Set down the records below in full, exactly as they read.

(Collected data)
◆ ◆ ◆ ◆ ◆ ◆ ◆

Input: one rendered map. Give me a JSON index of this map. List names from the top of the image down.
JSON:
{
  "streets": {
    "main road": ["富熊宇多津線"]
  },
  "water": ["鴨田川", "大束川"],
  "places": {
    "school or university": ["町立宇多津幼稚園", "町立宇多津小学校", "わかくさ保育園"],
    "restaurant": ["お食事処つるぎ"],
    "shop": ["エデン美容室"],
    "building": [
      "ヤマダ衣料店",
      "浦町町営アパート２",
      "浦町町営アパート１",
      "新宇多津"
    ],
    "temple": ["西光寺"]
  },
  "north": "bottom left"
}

◆ ◆ ◆ ◆ ◆ ◆ ◆

• Result of this exercise
Input: one rendered map. Give me a JSON index of this map. List names from the top of the image down.
JSON:
{
  "streets": {
    "main road": ["富熊宇多津線"]
  },
  "water": ["鴨田川", "大束川"],
  "places": {
    "school or university": ["町立宇多津幼稚園", "町立宇多津小学校", "わかくさ保育園"],
    "restaurant": ["お食事処つるぎ"],
    "shop": ["エデン美容室"],
    "building": [
      "ヤマダ衣料店",
      "浦町町営アパート２",
      "浦町町営アパート１",
      "新宇多津"
    ],
    "temple": ["西光寺"]
  },
  "north": "bottom left"
}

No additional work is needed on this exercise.